Se os brasileiros de plantão acharam a estatística preocupante, é porque de fato as línguas da oeste da Europa, como o português, estão entre as que mais expressam gratidão no mundo. Falantes de inglês britânico agradeceram favores em 14,5% dos casos – os de italiano, em 13,5%. Pode ser pouco, mas ainda é bem mais que os poloneses (2,2%) e os indígenas equatorianos Chachi (um incrível 0%).
Para garantir que não houvesse distorções, qualquer expressão verbal de agradecimento, por mais exótica que fosse, entrou na conta. Por exemplo: em uma conversa entre dois adolescentes britânicos (relatada no artigo científico), um pediu ao outro uma batata frita. Ao receber a positiva, disse “da hora”. Em outra situação, um aborígene australiano falante da língua Murrinhpatha reconhece o favor prestado por um familiar usando uma expressão que, ao pé da letra, se traduz por “você é bonito”.

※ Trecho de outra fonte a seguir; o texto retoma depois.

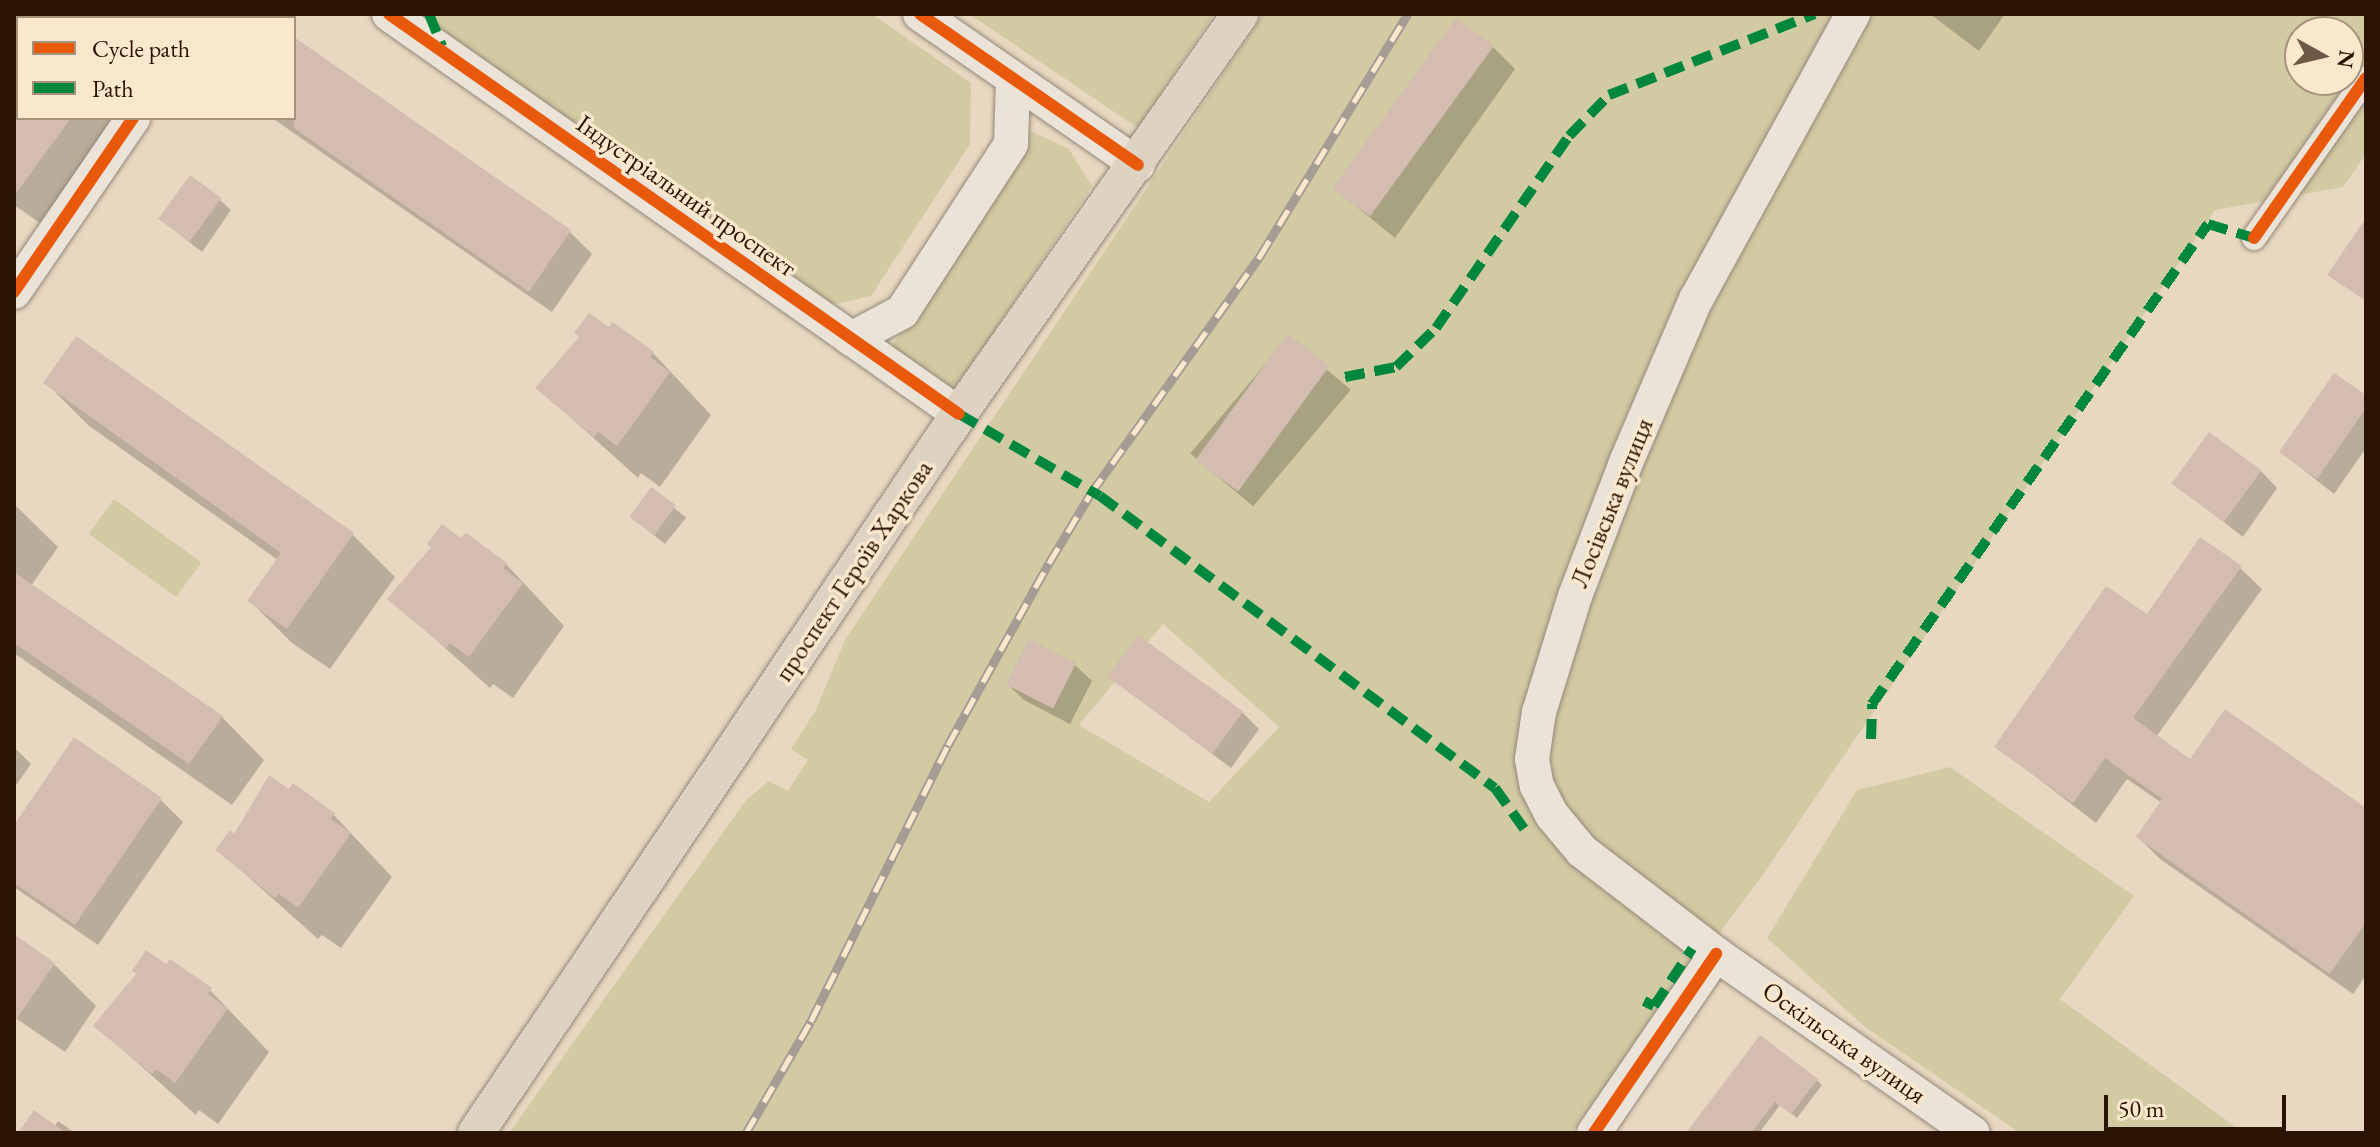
<!DOCTYPE html>
<meta charset="utf-8">
<style>
body{margin:0}
#map{position:relative;width:2380px;height:1147px;overflow:hidden;background:#e8d8c1;font-family:"EB Garamond",serif}
div>[style]{position:absolute}
.green>*{inset:0;background:#d2caa3;transform-origin:0 0}
.shadow>*{inset:0;background:#0003;transform-origin:0 0}
.building>*{inset:0;background:#d3bdb0;transform-origin:0 0}
.roads{filter:drop-shadow(0 0 2px #94887a) drop-shadow(0 0 2px #94887a)}
.street>*{height:24px;margin:-12px;padding:0 12px;transform-origin:12px;border-radius:12px;background:#ebe3d8}
.secondary>*{height:34px;margin:-17px;padding:0 17px;transform-origin:17px;border-radius:17px;background:#ebe3d8}
.primary>*{height:36px;margin:-18px;padding:0 18px;transform-origin:18px;border-radius:18px;background:#ded3c3}
.rail>*{height:9px;margin-top:-4.5px;transform-origin:0;background:repeating-linear-gradient(90deg,#fae8cd 0 18px,#a59c93 0 36px);box-sizing:border-box;border-block:2px solid #a59c93}
.quiet>*{height:10px;margin-top:-5px;transform-origin:0;background:repeating-linear-gradient(90deg,#00873e 0 20px,transparent 0 30px)}
.cycleway>*{height:12px;margin:-6px;padding:0 6px;transform-origin:6px;border-radius:6px;background:#e8590c}
span{translate:-50% -50%;white-space:nowrap;text-align:center;line-height:1.15;-webkit-text-stroke:7px #fae8cd;paint-order:stroke}
.street-label{font-size:26px;color:#2b1304}
.frame{position:absolute;inset:0;border:16px solid #2b1304;pointer-events:none}
.legend{position:absolute;left:16px;top:16px;width:280px;height:104px;box-sizing:border-box;background:#fae8cd;border:2px solid #a7937d;margin:0;padding:10px 14px;list-style:none;font-size:24px;color:#2b1304}
.legend li{display:flex;align-items:center;gap:16px;height:40px}
.legend b{width:40px;border:2px solid #a7937d}
.north{position:absolute;left:2284px;top:16px;width:80px;height:80px;box-sizing:border-box;background:#fae8cd;border:2px solid #a7937d;border-radius:50%;rotate:98deg;font-size:22px;font-weight:700;line-height:32px;text-align:center;color:#2b1304}
.north::after{content:'';display:block;margin:auto;width:28px;height:36px;background:#6d5846;clip-path:polygon(50% 0,100% 100%,50% 72%,0 100%)}
.scale{position:absolute;left:2104px;top:1095px;width:182px;height:36px;box-sizing:border-box;border:4px solid #2b1304;border-top:0;padding-left:10px;font-size:24px;line-height:28px;white-space:nowrap;color:#2b1304;-webkit-text-stroke:6px #fae8cd;paint-order:stroke}
</style>
<div id="map">
<div class="green">
<i style="clip-path:polygon(373px 14px,872px 14px,971px 83px,970px 144px,871px 296px,810px 310px)"></i>
<i style="clip-path:polygon(969px 14px,1214px 14px,1138px 128px)"></i>
<i style="clip-path:polygon(evenodd,1263px 14px,2366px 14px,2366px 154px,2343px 187px,2215px 210px,1764px 873px,1571px 1133px,509px 1133px,746px 800px,769px 781px,788px 791px,808px 760px,791px 749px,816px 710px,845px 640px,1263px 14px,2300px 32px,2348px 32px,2348px 80px,2300px 80px,2300px 32px,1263px 14px,1163px 624px,1279px 727px,1209px 802px,1079px 725px,1163px 624px)"></i>
<i style="clip-path:polygon(1026px 129px,1069px 149px,1092px 186px,953px 394px,889px 351px)"></i>
<i style="left:114px;top:499px;width:108px;height:43px;rotate:36deg"></i>
<i style="clip-path:polygon(1950px 767px,2134px 896px,2060px 999px,2244px 1133px,2020px 1133px,1865px 1027px,1767px 938px,1857px 790px)"></i>
</div>
<div class="shadow">
<i style="clip-path:polygon(76px 14px,185px 14px,73px 18px)"></i>
<i style="clip-path:polygon(1930px 14px,2005px 14px,1979px 51px)"></i>
<i style="clip-path:polygon(294px 40px,570px 232px,592px 254px,552px 312px,272px 118px,294px 118px)"></i>
<i style="clip-path:polygon(1493px 47px,1515px 69px,1395px 238px,1336px 190px)"></i>
<i style="clip-path:polygon(18px 100px,18px 118px,113px 118px,40px 223px,14px 205px)"></i>
<i style="clip-path:polygon(220px 200px,231px 210px,202px 252px,160px 219px)"></i>
<i style="clip-path:polygon(581px 337px,653px 353px,711px 415px,660px 487px,641px 473px,638px 478px,538px 388px)"></i>
<i style="left:1288px;top:337px;width:82px;height:152px;rotate:40deg"></i>
<i style="clip-path:polygon(45px 382px,352px 534px,395px 577px,330px 669px,292px 643px,250px 601px,278px 560px,88px 425px)"></i>
<i style="clip-path:polygon(2366px 398px,2366px 448px,2334px 494px,2281px 452px)"></i>
<i style="clip-path:polygon(2261px 471px,2277px 488px,2243px 537px,2175px 484px)"></i>
<i style="left:652px;top:490px;width:44px;height:34px;rotate:39deg"></i>
<i style="clip-path:polygon(14px 504px,58px 547px,31px 586px,222px 717px,264px 760px,232px 805px,14px 653px)"></i>
<i style="clip-path:polygon(462px 541px,506px 564px,564px 626px,513px 698px,493px 684px,490px 688px,390px 599px)"></i>
<i style="clip-path:polygon(2240px 568px,2262px 589px,2156px 737px,2191px 762px,2366px 811px,2366px 975px,2353px 994px,2160px 859px,2138px 837px,2162px 803px,2127px 779px,2096px 823px,1997px 747px,2147px 617px)"></i>
<i style="clip-path:polygon(1029px 641px,1075px 665px,1092px 681px,1070px 724px,1024px 700px,1007px 684px)"></i>
<i style="clip-path:polygon(1110px 677px,1243px 713px,1259px 729px,1231px 768px)"></i>
<i style="clip-path:polygon(14px 747px,31px 764px,14px 788px)"></i>
<i style="clip-path:polygon(289px 792px,333px 814px,392px 877px,341px 948px,322px 935px,318px 939px,218px 850px)"></i>
<i style="clip-path:polygon(161px 800px,183px 822px,98px 945px,14px 887px,14px 828px)"></i>
<i style="clip-path:polygon(14px 936px,54px 964px,96px 1006px,65px 1052px,14px 1017px)"></i>
<i style="clip-path:polygon(167px 967px,210px 990px,269px 1052px,218px 1124px,199px 1110px,196px 1115px,95px 1025px)"></i>
<i style="clip-path:polygon(1817px 1080px,1822px 1085px,1797px 1118px,1780px 1105px,1759px 1133px,1689px 1133px)"></i>
<i style="clip-path:polygon(58px 1121px,75px 1133px,24px 1133px,54px 1127px)"></i>
</div>
<div class="building">
<i style="left:1456px;top:18px;width:47px;height:211px;rotate:36deg"></i>
<i style="clip-path:polygon(294px 37px,571px 230px,529px 292px,294px 128px)"></i>
<i style="clip-path:polygon(14px 118px,71px 118px,14px 196px)"></i>
<i style="left:190px;top:175px;width:39px;height:54px;rotate:36deg"></i>
<i style="clip-path:polygon(2366px 218px,2366px 301px,2327px 275px)"></i>
<i style="clip-path:polygon(589px 313px,609px 327px,613px 322px,654px 352px,650px 357px,670px 372px,617px 446px,598px 432px,594px 437px,535px 388px,579px 337px,574px 333px)"></i>
<i style="left:1287px;top:334px;width:53px;height:156px;rotate:36deg"></i>
<i style="clip-path:polygon(76px 336px,354px 533px,287px 629px,247px 601px,281px 553px,43px 383px)"></i>
<i style="clip-path:polygon(2334px 373px,2366px 395px,2366px 408px,2317px 479px,2279px 452px)"></i>
<i style="left:2209px;top:432px;width:65px;height:64px;rotate:36deg"></i>
<i style="left:651px;top:487px;width:31px;height:37px;rotate:36deg"></i>
<i style="clip-path:polygon(442px 524px,461px 538px,466px 533px,507px 563px,503px 568px,523px 583px,469px 657px,450px 643px,446px 648px,387px 599px,431px 547px,427px 544px)"></i>
<i style="clip-path:polygon(2200px 537px,2242px 566px,2133px 718px,2190px 759px,2225px 709px,2366px 808px,2366px 922px,2330px 974px,2136px 837px,2162px 799px,2105px 758px,2073px 803px,1994px 747px,2106px 586px,2147px 614px)"></i>
<i style="clip-path:polygon(14px 572px,223px 716px,189px 764px,14px 643px)"></i>
<i style="left:1138px;top:635px;width:130px;height:52px;rotate:36deg"></i>
<i style="left:1029px;top:639px;width:53px;height:51px;rotate:27deg"></i>
<i style="clip-path:polygon(74px 737px,162px 798px,75px 925px,14px 883px,14px 825px)"></i>
<i style="clip-path:polygon(269px 775px,289px 789px,293px 783px,335px 813px,331px 819px,351px 833px,298px 908px,279px 894px,275px 898px,215px 850px,230px 830px,234px 834px)"></i>
<i style="clip-path:polygon(14px 934px,55px 963px,14px 1023px)"></i>
<i style="clip-path:polygon(146px 950px,166px 964px,170px 959px,212px 988px,208px 994px,228px 1008px,175px 1083px,156px 1069px,152px 1074px,93px 1026px,136px 974px,132px 971px)"></i>
<i style="clip-path:polygon(1760px 1035px,1818px 1079px,1791px 1114px,1775px 1102px,1751px 1133px,1686px 1133px)"></i>
<i style="clip-path:polygon(34px 1110px,66px 1133px,18px 1133px)"></i>
</div>
<div class="roads">
<div class="street">
<i style="left:2254px;top:238px;width:195px;rotate:-55deg"></i>
</div>
<div class="secondary">
<i style="left:389px;top:14px;width:696px;rotate:35.06deg"></i>
<i style="left:920px;top:14px;width:265px;rotate:34.7deg"></i>
<i style="left:1853px;top:14px;width:325px;rotate:118.8deg"></i>
<i style="left:1696px;top:299px;width:175px;rotate:113.2deg"></i>
<i style="left:1627px;top:460px;width:146px;rotate:110.9deg"></i>
<i style="left:1575px;top:596px;width:121px;rotate:107.2deg"></i>
<i style="left:1539px;top:712px;width:48px;rotate:98.5deg"></i>
<i style="left:1532px;top:759px;width:27px;rotate:80deg"></i>
<i style="left:1537px;top:786px;width:33px;rotate:63deg"></i>
<i style="left:1552px;top:815px;width:47px;rotate:50.2deg"></i>
<i style="left:1582px;top:851px;width:169px;rotate:37.5deg"></i>
<i style="left:1716px;top:954px;width:313px;rotate:34.9deg"></i>
<i style="left:200px;top:18px;width:5px;rotate:-53deg"></i>
<i style="left:14px;top:292px;width:211px;rotate:-55.6deg"></i>
<i style="left:851px;top:339px;width:58px;rotate:-27.9deg"></i>
<i style="left:902px;top:312px;width:200px;rotate:-57deg"></i>
<i style="left:1011px;top:144px;width:65px;rotate:-88.2deg"></i>
<i style="left:1594px;top:1133px;width:217px;rotate:-55.7deg"></i>
</div>
<div class="primary">
<i style="left:476px;top:1133px;width:866px;rotate:-56.11deg"></i>
<i style="left:959px;top:414px;width:489px;rotate:-54.9deg"></i>
</div>
</div>
<div class="rail">
<i style="left:746px;top:1133px;width:129px;rotate:-59.9deg"></i>
<i style="left:811px;top:1021px;width:308px;rotate:-63.6deg"></i>
<i style="left:948px;top:745px;width:208px;rotate:-61deg"></i>
<i style="left:1049px;top:563px;width:82px;rotate:-59deg"></i>
<i style="left:1091px;top:493px;width:291px;rotate:-54.5deg"></i>
<i style="left:1260px;top:256px;width:284px;rotate:-58.6deg"></i>
</div>
<div class="quiet">
<i style="left:429px;top:14px;width:35px;rotate:68deg"></i>
<i style="left:1345px;top:377px;width:52px;rotate:-11.1deg"></i>
<i style="left:1396px;top:367px;width:56px;rotate:-44.3deg"></i>
<i style="left:1436px;top:328px;width:234px;rotate:-55.3deg"></i>
<i style="left:1569px;top:136px;width:57px;rotate:-45.7deg"></i>
<i style="left:1609px;top:95px;width:221px;rotate:-21.5deg"></i>
<i style="left:959px;top:414px;width:163px;rotate:30.2deg"></i>
<i style="left:1100px;top:496px;width:491px;rotate:36.5deg"></i>
<i style="left:1495px;top:788px;width:60px;rotate:54.5deg"></i>
<i style="left:1871px;top:739px;width:35px;rotate:-88deg"></i>
<i style="left:1872px;top:704px;width:586px;rotate:-55.01deg"></i>
<i style="left:2208px;top:224px;width:48px;rotate:16.9deg"></i>
<i style="left:1644px;top:1001px;width:11px;rotate:27deg"></i>
<i style="left:1654px;top:1006px;width:69px;rotate:-56.3deg"></i>
</div>
<div class="cycleway">
<i style="left:389px;top:14px;width:696px;rotate:35.06deg"></i>
<i style="left:920px;top:14px;width:265px;rotate:34.7deg"></i>
<i style="left:2254px;top:238px;width:195px;rotate:-55deg"></i>
<i style="left:14px;top:292px;width:211px;rotate:-55.6deg"></i>
<i style="left:1594px;top:1133px;width:217px;rotate:-55.7deg"></i>
</div>
<div class="street-label">
<span style="left:686px;top:196px;rotate:35deg">Індустріальний проспект</span>
<span style="left:1612px;top:503px;rotate:-68deg">Лосівська вулиця</span>
<span style="left:854px;top:571px;rotate:-56deg">проспект Героїв Харкова</span>
<span style="left:1844px;top:1043px;rotate:35deg">Оскільська вулиця</span>
</div>
<div class="frame"></div>
<ul class="legend">
<li><b style="height:10px;background:#e8590c"></b>Cycle path</li>
<li><b style="height:10px;background:#00873e"></b>Path</li>
</ul>
<div class="north">N</div>
<div class="scale">50 m</div>
</div>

A escassez de “obrigados” e afins, por incrível que pareça, não torna ninguém menos propenso a ajudar. De 1057 favores pedidos, 928 foram atendidos, mas só 51 “obrigados” foram ouvidos. Segundo os pesquisadores, a gratidão provavelmente é um conceito compartilhado entre pessoas de quaisquer culturas – é só que é mais comum expressá-la na prática, retribuindo o favor no futuro. Os Chachi, por exemplo, sequer têm uma palavra para agradecimentos cotidianos em sua língua.
“Não devemos confundir o sentimento de gratidão com o desejo de expressá-la. Nas interações do dia a dia, cooperação é a regra”, afirmou à imprensa Nick Enfield, pesquisador da Universidade de Sidney envolvido no estudo. “A vida social prospera porque é da nossa natureza pedir ajuda e retribuir com ações, em vez de meras palavras. Os acordos de cooperação são literalmente silenciosos.”